*** Begin section ***

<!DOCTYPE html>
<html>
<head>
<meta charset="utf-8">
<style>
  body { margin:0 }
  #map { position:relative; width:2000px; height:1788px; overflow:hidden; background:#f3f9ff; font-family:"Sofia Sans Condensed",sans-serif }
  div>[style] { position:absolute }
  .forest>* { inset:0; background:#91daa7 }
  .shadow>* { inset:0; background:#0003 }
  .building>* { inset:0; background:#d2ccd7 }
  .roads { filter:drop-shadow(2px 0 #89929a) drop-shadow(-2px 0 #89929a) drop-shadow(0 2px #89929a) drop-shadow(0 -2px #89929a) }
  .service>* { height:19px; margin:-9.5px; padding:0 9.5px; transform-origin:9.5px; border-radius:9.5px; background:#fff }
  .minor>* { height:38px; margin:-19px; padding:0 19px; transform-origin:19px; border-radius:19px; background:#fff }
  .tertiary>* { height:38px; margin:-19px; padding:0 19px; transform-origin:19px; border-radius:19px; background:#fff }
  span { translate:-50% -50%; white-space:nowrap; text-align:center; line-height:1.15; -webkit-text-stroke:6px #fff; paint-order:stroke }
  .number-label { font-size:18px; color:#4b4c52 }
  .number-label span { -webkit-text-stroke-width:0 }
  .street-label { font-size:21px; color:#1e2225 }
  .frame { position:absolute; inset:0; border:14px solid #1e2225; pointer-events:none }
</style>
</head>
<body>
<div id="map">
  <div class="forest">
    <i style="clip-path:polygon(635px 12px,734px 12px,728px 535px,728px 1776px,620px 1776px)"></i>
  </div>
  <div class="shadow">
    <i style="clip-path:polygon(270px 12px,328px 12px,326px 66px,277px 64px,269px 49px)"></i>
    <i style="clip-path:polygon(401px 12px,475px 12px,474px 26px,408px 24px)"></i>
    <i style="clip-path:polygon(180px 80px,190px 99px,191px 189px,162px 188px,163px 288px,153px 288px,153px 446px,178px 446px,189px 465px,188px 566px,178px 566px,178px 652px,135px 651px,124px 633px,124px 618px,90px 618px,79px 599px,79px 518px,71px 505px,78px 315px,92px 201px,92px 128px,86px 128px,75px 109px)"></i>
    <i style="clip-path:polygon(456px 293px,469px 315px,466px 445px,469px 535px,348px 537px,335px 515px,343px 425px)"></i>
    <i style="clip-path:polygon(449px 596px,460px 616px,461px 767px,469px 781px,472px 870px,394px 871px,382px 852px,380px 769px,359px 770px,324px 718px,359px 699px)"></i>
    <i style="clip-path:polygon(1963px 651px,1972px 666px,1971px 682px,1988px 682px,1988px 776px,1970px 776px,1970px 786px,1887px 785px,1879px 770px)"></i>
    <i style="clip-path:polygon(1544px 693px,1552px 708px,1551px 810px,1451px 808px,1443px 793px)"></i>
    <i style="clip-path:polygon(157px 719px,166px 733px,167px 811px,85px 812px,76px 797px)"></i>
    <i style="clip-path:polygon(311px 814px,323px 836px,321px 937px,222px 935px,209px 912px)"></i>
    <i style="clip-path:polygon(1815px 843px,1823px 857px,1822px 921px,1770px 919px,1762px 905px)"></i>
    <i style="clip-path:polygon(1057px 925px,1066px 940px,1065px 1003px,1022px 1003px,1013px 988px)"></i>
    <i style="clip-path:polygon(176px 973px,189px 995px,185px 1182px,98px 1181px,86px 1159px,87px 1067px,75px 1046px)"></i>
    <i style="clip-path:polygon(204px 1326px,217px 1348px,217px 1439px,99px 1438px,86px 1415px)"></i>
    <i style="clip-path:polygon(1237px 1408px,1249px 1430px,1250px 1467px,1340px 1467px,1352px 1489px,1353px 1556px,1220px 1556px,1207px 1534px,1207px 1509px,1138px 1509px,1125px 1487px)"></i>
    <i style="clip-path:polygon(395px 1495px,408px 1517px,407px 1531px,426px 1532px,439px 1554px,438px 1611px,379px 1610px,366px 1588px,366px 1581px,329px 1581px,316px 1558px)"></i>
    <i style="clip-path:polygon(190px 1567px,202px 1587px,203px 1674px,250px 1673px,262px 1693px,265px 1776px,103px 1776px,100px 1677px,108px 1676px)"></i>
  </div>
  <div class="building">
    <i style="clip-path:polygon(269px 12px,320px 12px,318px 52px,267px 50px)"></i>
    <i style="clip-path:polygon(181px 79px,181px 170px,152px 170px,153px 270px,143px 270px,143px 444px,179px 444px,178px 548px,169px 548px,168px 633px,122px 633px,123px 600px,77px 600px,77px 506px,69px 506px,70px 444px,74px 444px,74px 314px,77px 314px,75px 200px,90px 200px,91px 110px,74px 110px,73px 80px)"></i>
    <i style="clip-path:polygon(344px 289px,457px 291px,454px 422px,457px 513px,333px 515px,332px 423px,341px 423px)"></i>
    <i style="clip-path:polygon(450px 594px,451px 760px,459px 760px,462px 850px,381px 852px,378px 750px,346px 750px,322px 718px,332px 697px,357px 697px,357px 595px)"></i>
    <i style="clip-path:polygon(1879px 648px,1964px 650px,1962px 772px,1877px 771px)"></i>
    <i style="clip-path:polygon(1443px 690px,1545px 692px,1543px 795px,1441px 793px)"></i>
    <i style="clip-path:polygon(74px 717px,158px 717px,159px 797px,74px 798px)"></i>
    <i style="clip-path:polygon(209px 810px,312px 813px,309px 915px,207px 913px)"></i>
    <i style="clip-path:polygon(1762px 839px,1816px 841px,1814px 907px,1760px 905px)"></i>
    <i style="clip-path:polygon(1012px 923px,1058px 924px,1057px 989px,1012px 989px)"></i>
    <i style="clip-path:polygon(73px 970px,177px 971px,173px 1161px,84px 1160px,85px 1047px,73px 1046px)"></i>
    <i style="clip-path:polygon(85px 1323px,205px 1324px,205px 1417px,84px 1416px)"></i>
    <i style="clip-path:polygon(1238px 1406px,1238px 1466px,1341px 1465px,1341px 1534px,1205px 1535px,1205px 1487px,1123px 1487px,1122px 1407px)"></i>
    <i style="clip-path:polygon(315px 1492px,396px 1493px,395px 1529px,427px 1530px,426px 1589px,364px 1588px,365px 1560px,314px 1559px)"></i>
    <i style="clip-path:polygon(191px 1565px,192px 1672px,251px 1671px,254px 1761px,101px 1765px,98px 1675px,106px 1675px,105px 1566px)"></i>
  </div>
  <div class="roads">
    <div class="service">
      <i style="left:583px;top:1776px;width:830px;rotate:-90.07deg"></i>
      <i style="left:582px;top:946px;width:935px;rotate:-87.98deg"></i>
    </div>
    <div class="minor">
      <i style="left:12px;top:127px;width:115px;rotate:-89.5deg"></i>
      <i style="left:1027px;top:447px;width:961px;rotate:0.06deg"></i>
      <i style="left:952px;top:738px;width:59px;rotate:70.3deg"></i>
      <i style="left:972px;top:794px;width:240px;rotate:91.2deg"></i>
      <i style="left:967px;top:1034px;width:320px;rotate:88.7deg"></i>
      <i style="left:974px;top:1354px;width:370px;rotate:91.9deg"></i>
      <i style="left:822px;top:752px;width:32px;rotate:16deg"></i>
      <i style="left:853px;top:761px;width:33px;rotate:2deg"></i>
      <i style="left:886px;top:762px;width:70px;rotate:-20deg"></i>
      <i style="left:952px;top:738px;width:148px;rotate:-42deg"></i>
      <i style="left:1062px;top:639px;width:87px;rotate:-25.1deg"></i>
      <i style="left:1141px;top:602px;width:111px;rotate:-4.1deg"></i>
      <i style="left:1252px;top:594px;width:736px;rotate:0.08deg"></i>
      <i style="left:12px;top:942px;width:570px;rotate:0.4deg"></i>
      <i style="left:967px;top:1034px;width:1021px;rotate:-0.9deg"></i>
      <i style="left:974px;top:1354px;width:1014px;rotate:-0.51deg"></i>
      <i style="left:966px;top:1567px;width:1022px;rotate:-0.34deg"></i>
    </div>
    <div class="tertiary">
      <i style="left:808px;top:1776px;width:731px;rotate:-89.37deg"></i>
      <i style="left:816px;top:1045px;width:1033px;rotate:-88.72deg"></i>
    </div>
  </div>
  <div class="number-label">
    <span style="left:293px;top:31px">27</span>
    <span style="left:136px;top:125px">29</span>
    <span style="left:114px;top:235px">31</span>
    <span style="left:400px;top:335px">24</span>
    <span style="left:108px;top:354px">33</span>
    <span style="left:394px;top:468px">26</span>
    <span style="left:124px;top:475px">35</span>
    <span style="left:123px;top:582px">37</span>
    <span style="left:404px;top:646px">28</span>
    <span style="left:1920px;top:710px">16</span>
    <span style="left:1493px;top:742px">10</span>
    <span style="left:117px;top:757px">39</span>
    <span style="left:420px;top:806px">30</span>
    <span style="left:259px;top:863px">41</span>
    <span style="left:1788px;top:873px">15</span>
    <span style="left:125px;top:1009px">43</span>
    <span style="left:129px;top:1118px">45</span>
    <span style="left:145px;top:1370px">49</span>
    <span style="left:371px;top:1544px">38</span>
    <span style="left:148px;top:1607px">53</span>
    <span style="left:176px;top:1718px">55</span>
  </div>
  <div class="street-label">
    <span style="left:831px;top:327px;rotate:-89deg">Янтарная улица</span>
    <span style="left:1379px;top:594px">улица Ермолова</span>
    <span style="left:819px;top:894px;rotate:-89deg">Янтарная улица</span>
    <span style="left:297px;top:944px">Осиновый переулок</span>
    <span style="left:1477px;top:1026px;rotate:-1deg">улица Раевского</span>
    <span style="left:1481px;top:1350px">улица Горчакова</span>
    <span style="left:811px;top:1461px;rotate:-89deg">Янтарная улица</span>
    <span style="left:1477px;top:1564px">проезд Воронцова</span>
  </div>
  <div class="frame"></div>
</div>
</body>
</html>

*** End section ***

Could you repeat exactly the lines in the listing above from the one with "1406px,1238px 1466px,1341px 1465px,1341px" down to the one with "1492px,396px 1493px,395px 1529px,427px"? Include both of those lines.

    <i style="clip-path:polygon(1238px 1406px,1238px 1466px,1341px 1465px,1341px 1534px,1205px 1535px,1205px 1487px,1123px 1487px,1122px 1407px)"></i>
    <i style="clip-path:polygon(315px 1492px,396px 1493px,395px 1529px,427px 1530px,426px 1589px,364px 1588px,365px 1560px,314px 1559px)"></i>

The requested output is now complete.